APAP administration induces a time-dependent increase of miRNA in the plasma. Wildtype female mice (8 weeks old) were fasted overnight as described in Materials and Methods and the next day some mice received saline or APAP (500 mg/kg, lethal dose) for 3 hours or 6 hours. (A) H&E staining of formalin-fixed liver sections. Broken arrows indicate centrilobular cytoplasmic vacuoles, solid arrows indicate large cytoplasmic vacuoles, and double arrows indicate extensive parenchymal hemorrhages. (B) Plasma ALT levels (n = 8). (C) The expression of miR-122 in the plasma was quantified by TaqMan qRT-real time PCR (n = 8). (D) Correlation between plasma ALT and miR-122 was determined by the Pearson method (n = 23). (E,F) The relative expression of miR-155 (E), -146a (F, left) and miR-125b (F, right) in plasma was determined by TaqMan qRT-real time PCR (n = 8). Spiked C. elegans miR-39 was used as internal control. Fold change over saline-treated mice is shown. Data represent mean ± SEM. Nonparametric Mann-Whitney test was employed for statistical analysis.

Increased Plasma MiRNA-122, -155, and -146a in Inflammation-Induced Liver Injury.

Emerging evidence suggests that both pathogen- and damage-associated molecular pattern molecules (PAMPs and DAMPs) contribute to liver inflammation. DAMPs include mitochondrial DNA and cells undergoing apoptosis that harbor CpG motif and is recognized by TLR9 and contribute to the activation of the downstream signaling cascade.16 Because of the emerging role of TLR9 in sterile inflammation, autoimmunity, and in liver diseases,16, 23, 24 we evaluated the efficacy of circulating miRNA as a marker of liver injury and inflammation after TLR9+TLR4 ligand administration.

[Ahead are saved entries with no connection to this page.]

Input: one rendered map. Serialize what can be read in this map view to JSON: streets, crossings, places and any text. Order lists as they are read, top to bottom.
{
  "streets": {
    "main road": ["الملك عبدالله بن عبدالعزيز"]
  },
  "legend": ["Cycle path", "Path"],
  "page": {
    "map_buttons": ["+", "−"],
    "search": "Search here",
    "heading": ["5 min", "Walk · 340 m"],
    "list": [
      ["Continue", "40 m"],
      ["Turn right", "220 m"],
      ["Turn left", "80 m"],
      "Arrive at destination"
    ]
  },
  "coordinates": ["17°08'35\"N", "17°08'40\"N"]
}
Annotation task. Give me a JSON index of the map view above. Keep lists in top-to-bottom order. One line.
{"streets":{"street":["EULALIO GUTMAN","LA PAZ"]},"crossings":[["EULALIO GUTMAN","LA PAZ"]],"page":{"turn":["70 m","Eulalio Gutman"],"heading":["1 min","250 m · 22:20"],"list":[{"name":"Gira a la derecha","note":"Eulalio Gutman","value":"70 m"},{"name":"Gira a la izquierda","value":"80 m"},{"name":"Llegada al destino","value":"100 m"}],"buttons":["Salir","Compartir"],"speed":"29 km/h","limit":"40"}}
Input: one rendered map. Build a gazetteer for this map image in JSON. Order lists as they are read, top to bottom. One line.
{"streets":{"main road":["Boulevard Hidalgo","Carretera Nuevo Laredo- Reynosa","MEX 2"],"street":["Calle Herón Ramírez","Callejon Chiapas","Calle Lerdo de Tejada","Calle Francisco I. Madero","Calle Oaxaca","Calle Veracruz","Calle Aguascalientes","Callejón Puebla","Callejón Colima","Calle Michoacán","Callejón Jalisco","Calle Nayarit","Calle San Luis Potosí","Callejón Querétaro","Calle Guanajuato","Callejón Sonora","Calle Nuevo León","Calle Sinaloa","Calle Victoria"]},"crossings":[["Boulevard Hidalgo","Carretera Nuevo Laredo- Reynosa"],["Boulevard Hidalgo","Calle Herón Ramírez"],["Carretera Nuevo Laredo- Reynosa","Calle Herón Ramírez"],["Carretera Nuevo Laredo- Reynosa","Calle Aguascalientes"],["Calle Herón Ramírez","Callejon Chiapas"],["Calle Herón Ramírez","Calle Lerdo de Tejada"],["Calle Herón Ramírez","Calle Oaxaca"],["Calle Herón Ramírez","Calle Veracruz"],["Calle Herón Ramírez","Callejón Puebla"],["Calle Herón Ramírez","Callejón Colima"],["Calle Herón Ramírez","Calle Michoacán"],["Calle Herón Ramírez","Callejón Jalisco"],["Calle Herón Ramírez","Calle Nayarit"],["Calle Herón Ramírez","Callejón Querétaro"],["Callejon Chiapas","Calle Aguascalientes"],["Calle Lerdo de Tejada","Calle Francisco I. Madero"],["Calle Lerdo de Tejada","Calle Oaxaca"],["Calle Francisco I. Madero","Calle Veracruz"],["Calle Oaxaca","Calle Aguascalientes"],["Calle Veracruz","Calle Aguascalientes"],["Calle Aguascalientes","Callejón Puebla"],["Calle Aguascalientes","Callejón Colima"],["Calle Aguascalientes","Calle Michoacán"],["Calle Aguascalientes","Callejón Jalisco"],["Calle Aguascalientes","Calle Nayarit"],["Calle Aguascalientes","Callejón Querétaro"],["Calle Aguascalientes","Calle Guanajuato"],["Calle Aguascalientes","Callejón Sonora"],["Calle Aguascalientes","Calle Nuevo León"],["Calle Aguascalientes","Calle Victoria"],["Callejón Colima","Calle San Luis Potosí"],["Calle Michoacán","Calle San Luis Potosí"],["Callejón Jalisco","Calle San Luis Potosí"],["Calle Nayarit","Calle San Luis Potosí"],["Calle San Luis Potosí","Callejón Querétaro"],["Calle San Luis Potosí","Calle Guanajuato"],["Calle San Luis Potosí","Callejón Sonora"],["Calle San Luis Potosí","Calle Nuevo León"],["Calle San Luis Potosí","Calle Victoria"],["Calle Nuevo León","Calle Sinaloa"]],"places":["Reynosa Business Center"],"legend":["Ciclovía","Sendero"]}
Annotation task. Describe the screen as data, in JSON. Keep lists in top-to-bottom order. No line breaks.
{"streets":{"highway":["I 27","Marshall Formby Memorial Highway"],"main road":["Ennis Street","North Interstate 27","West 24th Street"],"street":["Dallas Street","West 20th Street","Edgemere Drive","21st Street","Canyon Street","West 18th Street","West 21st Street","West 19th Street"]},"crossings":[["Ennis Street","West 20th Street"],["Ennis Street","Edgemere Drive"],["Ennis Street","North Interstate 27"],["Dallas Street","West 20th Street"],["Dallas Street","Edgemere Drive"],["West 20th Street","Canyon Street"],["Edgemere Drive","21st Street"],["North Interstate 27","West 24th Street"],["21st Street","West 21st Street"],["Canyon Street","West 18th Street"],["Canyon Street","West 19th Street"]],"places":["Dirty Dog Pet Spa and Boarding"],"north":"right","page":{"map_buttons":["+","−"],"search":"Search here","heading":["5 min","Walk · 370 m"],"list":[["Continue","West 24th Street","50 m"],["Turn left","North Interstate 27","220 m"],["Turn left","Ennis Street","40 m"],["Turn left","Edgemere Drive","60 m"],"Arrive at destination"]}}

Consistent with our previous report, CpG administration resulted in intense mononuclear inflammatory infiltrates in the liver and a further increase in inflammatory foci were observed when mice were challenged with LPS (Fig. 4A).24 Both plasma ALT and miR-122 were increased in LPS- or CpG-treated mice and a further augmentation in plasma ALT and miR-122 was observed in CpG-primed-LPS challenged mice (Fig. 4B,C). Moreover, a linear correlation existed between plasma ALT and miR-122 levels (Fig. 4D).

Figure 4.

Increased plasma miRNA-122, -155, and -146a in CpG+LPS-induced liver inflammation. Wildtype female mice (10-12 weeks old) were injected with 2.5 mg/kg CpG DNA (intraperitoneally [i.p.]) once a day for 3 days and on day 4 some mice received 0.5 mg/kg LPS or saline for 3 hours and sacrificed. (A) H&E staining of formalin-fixed liver sections. Broken arrow indicates mononuclear inflammatory cells and solid arrows indicate inflammatory foci. (B) Plasma ALT levels (n = 4-6). (C) The expression of miR-122 in the plasma was quantified by TaqMan qRT-real time PCR (n = 4-6). (D) Correlation between plasma ALT and miR-122 was determined by the Pearson method (n = 17). (E) The expression of TNF-α was measured by real-time PCR using TNF-α gene-specific primer and normalized to 18S. (F) The relative expression of miR-155 (left) and miR-146a (right) in plasma was determined by TaqMan qRT-real time PCR and spiked C. elegans miR-39 was used as internal control (n = 4-6). Fold change over saline-treated mice is shown. Data represent mean ± SEM. Nonparametric Mann-Whitney test was employed for statistical analysis.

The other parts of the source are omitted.